▶ [What you need to do]: Take the data from its first line. Print each line exactly until the line containing "of the image." has been printed too.

(Beginning of Data to examine)

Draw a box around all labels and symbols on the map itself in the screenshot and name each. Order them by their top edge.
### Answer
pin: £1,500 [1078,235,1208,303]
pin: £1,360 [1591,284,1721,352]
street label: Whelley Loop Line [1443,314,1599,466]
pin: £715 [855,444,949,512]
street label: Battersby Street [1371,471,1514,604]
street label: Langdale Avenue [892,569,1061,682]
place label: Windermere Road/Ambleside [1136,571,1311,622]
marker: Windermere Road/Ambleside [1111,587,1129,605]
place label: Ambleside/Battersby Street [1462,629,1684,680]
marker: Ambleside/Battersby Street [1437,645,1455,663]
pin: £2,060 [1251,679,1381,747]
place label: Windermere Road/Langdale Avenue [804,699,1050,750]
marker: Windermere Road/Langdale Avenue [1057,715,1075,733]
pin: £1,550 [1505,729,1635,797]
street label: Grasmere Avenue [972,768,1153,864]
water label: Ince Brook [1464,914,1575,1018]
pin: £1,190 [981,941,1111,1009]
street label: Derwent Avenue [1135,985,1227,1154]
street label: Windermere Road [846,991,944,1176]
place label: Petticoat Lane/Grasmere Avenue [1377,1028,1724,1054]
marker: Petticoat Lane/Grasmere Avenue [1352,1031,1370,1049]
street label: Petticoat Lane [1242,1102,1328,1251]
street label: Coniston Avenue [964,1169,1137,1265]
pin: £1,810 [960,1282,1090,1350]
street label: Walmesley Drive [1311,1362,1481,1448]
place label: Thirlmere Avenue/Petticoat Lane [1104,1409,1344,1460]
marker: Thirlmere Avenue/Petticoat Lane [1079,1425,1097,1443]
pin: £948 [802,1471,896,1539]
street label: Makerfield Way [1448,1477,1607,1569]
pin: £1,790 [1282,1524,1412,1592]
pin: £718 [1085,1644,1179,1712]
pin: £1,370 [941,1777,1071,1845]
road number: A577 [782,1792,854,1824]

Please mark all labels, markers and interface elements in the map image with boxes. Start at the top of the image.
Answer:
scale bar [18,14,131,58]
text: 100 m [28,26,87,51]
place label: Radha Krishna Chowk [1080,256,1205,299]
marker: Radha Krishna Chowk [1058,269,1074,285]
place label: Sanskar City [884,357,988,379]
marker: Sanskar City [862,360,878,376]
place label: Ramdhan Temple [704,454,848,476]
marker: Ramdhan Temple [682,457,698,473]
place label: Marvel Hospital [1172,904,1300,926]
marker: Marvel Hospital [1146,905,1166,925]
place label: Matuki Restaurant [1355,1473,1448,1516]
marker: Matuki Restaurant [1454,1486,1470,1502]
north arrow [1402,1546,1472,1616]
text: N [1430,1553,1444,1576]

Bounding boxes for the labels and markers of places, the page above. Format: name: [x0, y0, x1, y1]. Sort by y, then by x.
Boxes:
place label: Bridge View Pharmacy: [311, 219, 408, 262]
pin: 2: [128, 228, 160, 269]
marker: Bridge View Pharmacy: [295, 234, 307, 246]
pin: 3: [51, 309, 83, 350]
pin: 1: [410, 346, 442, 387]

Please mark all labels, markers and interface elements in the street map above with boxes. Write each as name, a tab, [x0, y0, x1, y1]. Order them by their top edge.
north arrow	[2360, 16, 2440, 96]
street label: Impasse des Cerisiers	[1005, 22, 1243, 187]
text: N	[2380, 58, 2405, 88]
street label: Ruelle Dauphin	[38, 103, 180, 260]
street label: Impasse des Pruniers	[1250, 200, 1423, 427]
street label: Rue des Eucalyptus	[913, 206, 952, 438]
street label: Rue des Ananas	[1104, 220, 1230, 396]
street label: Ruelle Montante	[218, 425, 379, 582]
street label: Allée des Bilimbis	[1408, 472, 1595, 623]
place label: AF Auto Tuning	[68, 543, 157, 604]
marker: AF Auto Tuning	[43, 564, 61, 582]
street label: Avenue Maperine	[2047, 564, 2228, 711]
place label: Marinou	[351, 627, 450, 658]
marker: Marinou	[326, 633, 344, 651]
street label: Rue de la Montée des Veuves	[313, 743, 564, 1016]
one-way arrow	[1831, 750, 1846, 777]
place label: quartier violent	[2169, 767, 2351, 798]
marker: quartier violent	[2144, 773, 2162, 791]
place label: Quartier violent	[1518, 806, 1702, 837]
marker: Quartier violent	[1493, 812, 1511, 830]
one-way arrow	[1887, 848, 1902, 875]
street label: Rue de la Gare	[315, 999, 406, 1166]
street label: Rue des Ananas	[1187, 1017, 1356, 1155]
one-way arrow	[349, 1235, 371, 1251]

(End of Data to examine)

▶ [Answer space]:
Draw a box around all labels and symbols on the map itself in the screenshot and name each. Order them by their top edge.
### Answer
pin: £1,500 [1078,235,1208,303]
pin: £1,360 [1591,284,1721,352]
street label: Whelley Loop Line [1443,314,1599,466]
pin: £715 [855,444,949,512]
street label: Battersby Street [1371,471,1514,604]
street label: Langdale Avenue [892,569,1061,682]
place label: Windermere Road/Ambleside [1136,571,1311,622]
marker: Windermere Road/Ambleside [1111,587,1129,605]
place label: Ambleside/Battersby Street [1462,629,1684,680]
marker: Ambleside/Battersby Street [1437,645,1455,663]
pin: £2,060 [1251,679,1381,747]
place label: Windermere Road/Langdale Avenue [804,699,1050,750]
marker: Windermere Road/Langdale Avenue [1057,715,1075,733]
pin: £1,550 [1505,729,1635,797]
street label: Grasmere Avenue [972,768,1153,864]
water label: Ince Brook [1464,914,1575,1018]
pin: £1,190 [981,941,1111,1009]
street label: Derwent Avenue [1135,985,1227,1154]
street label: Windermere Road [846,991,944,1176]
place label: Petticoat Lane/Grasmere Avenue [1377,1028,1724,1054]
marker: Petticoat Lane/Grasmere Avenue [1352,1031,1370,1049]
street label: Petticoat Lane [1242,1102,1328,1251]
street label: Coniston Avenue [964,1169,1137,1265]
pin: £1,810 [960,1282,1090,1350]
street label: Walmesley Drive [1311,1362,1481,1448]
place label: Thirlmere Avenue/Petticoat Lane [1104,1409,1344,1460]
marker: Thirlmere Avenue/Petticoat Lane [1079,1425,1097,1443]
pin: £948 [802,1471,896,1539]
street label: Makerfield Way [1448,1477,1607,1569]
pin: £1,790 [1282,1524,1412,1592]
pin: £718 [1085,1644,1179,1712]
pin: £1,370 [941,1777,1071,1845]
road number: A577 [782,1792,854,1824]

Please mark all labels, markers and interface elements in the map image with boxes. Start at the top of the image.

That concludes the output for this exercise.